- Listed entries -
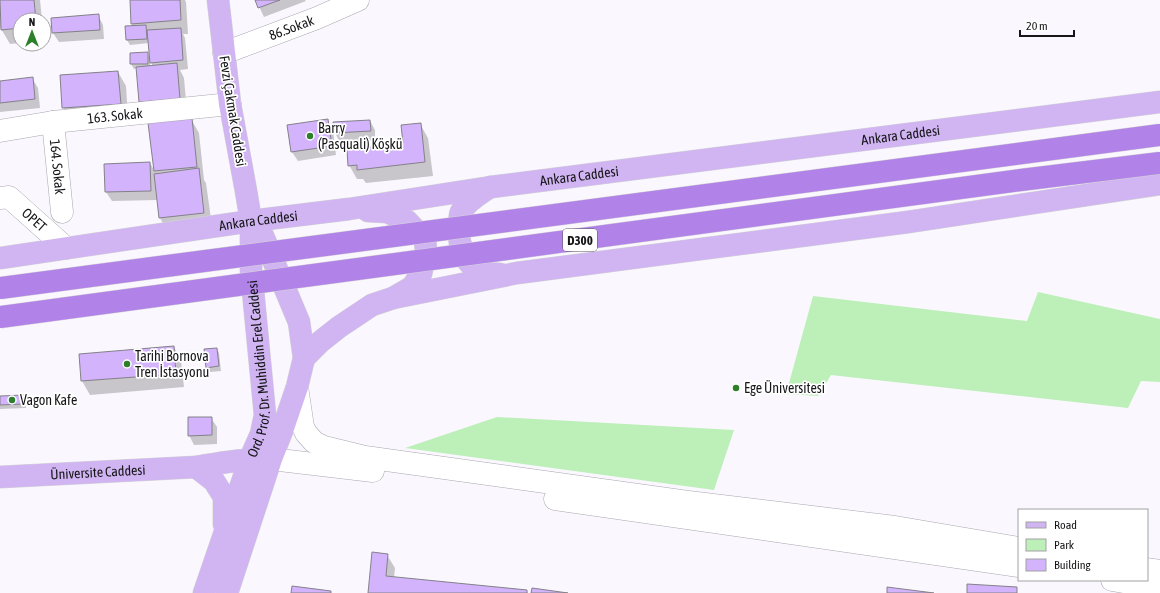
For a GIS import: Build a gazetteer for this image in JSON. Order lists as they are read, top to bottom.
{
  "streets": {
    "highway": ["D300"],
    "main road": [
      "Fevzi Çakmak Caddesi",
      "Ankara Caddesi",
      "Ord. Prof. Dr. Muhiddin Erel Caddesi",
      "Üniversite Caddesi"
    ],
    "street": [
      "86.Sokak",
      "163. Sokak",
      "164. Sokak",
      "OPET"
    ]
  },
  "crossings": [
    ["86.Sokak", "Fevzi Çakmak Caddesi"],
    ["Fevzi Çakmak Caddesi", "163. Sokak"],
    ["Fevzi Çakmak Caddesi", "Ankara Caddesi"],
    ["Fevzi Çakmak Caddesi", "Ord. Prof. Dr. Muhiddin Erel Caddesi"],
    ["163. Sokak", "164. Sokak"],
    ["Ankara Caddesi", "OPET"],
    ["Ankara Caddesi", "Ord. Prof. Dr. Muhiddin Erel Caddesi"],
    ["Ord. Prof. Dr. Muhiddin Erel Caddesi", "Üniversite Caddesi"]
  ],
  "places": [
    "Barry (Pasquali) Köşkü",
    "Tarihi Bornova Tren İstasyonu",
    "Ege Üniversitesi",
    "Vagon Kafe"
  ],
  "legend": ["Road", "Park", "Building"],
  "scale_bar": "20 m",
  "north": "top"
}
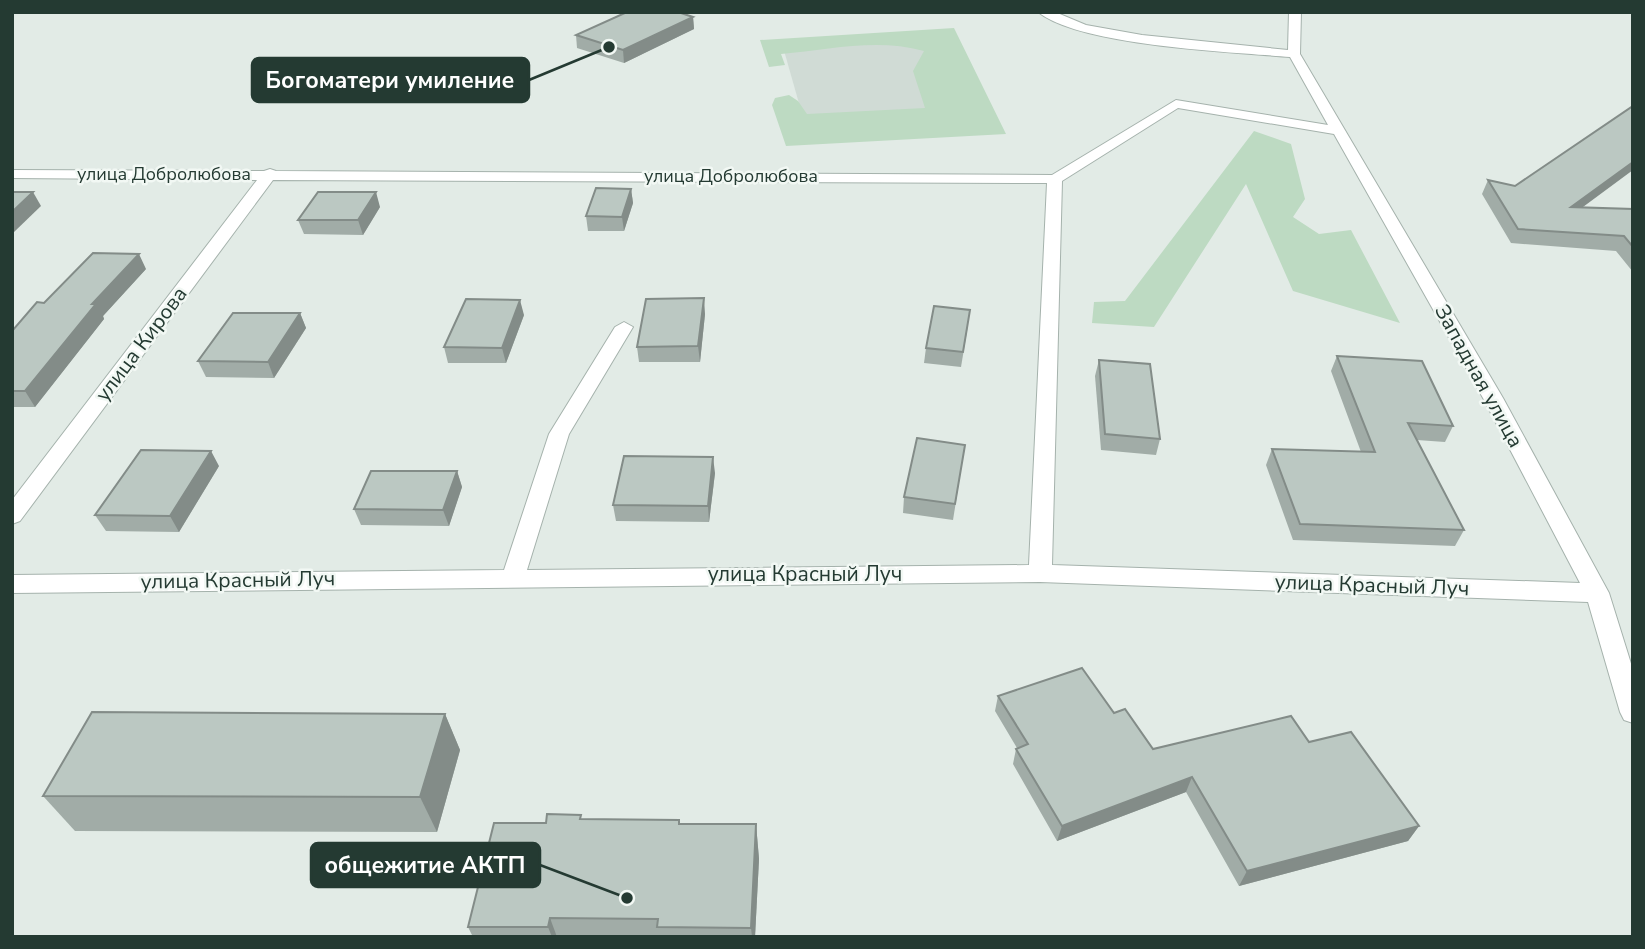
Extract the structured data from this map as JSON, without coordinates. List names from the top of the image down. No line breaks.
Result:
{"streets":{"street":["улица Добролюбова","улица Кирова","Западная улица","улица Красный Луч"]},"crossings":[["улица Добролюбова","улица Кирова"],["Западная улица","улица Красный Луч"]],"places":["Богоматери умиление","общежитие АКТП"]}
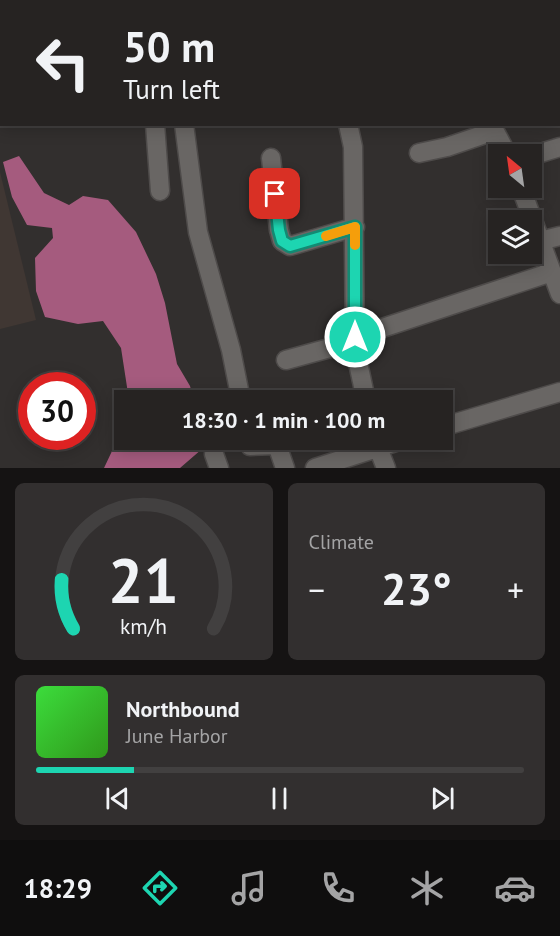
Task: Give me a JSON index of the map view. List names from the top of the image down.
{
  "north": "top left",
  "page": {
    "turn": ["50 m", "Turn left"],
    "limit": "30",
    "trip": "18:30 · 1 min · 100 m",
    "tile": "Climate",
    "heat": ["−", "23°", "+"],
    "song": ["Northbound", "June Harbor"],
    "tabs": "18:29",
    "gauge": ["21", "km/h"]
  }
}
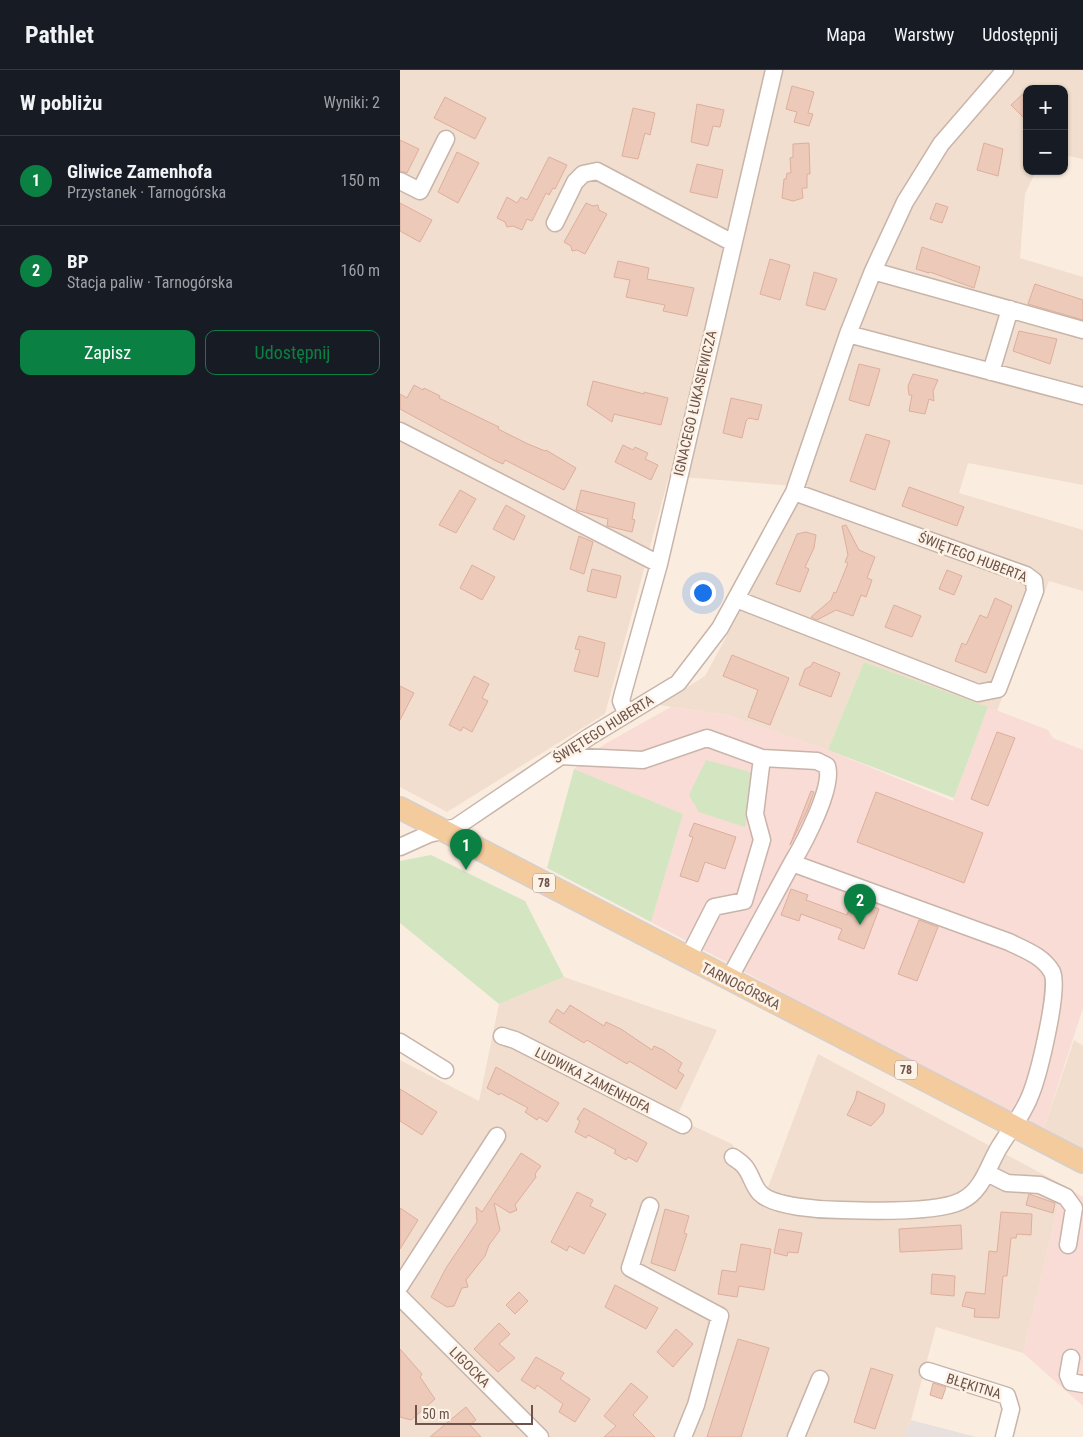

- Your instructions -
Would it be possible to give the material above again exactly, with the pictures left out?

- Result -
For a GIS import: Build a gazetteer for this image in JSON. Order lists as they are read, top to bottom.
{
  "streets": {
    "highway": ["D300"],
    "main road": [
      "Fevzi Çakmak Caddesi",
      "Ankara Caddesi",
      "Ord. Prof. Dr. Muhiddin Erel Caddesi",
      "Üniversite Caddesi"
    ],
    "street": [
      "86.Sokak",
      "163. Sokak",
      "164. Sokak",
      "OPET"
    ]
  },
  "crossings": [
    ["86.Sokak", "Fevzi Çakmak Caddesi"],
    ["Fevzi Çakmak Caddesi", "163. Sokak"],
    ["Fevzi Çakmak Caddesi", "Ankara Caddesi"],
    ["Fevzi Çakmak Caddesi", "Ord. Prof. Dr. Muhiddin Erel Caddesi"],
    ["163. Sokak", "164. Sokak"],
    ["Ankara Caddesi", "OPET"],
    ["Ankara Caddesi", "Ord. Prof. Dr. Muhiddin Erel Caddesi"],
    ["Ord. Prof. Dr. Muhiddin Erel Caddesi", "Üniversite Caddesi"]
  ],
  "places": [
    "Barry (Pasquali) Köşkü",
    "Tarihi Bornova Tren İstasyonu",
    "Ege Üniversitesi",
    "Vagon Kafe"
  ],
  "legend": ["Road", "Park", "Building"],
  "scale_bar": "20 m",
  "north": "top"
}
Extract the structured data from this map as JSON, without coordinates. List names from the top of the image down. No line breaks.
Result:
{"streets":{"street":["улица Добролюбова","улица Кирова","Западная улица","улица Красный Луч"]},"crossings":[["улица Добролюбова","улица Кирова"],["Западная улица","улица Красный Луч"]],"places":["Богоматери умиление","общежитие АКТП"]}
Task: Give me a JSON index of the map view. List names from the top of the image down.
{
  "north": "top left",
  "page": {
    "turn": ["50 m", "Turn left"],
    "limit": "30",
    "trip": "18:30 · 1 min · 100 m",
    "tile": "Climate",
    "heat": ["−", "23°", "+"],
    "song": ["Northbound", "June Harbor"],
    "tabs": "18:29",
    "gauge": ["21", "km/h"]
  }
}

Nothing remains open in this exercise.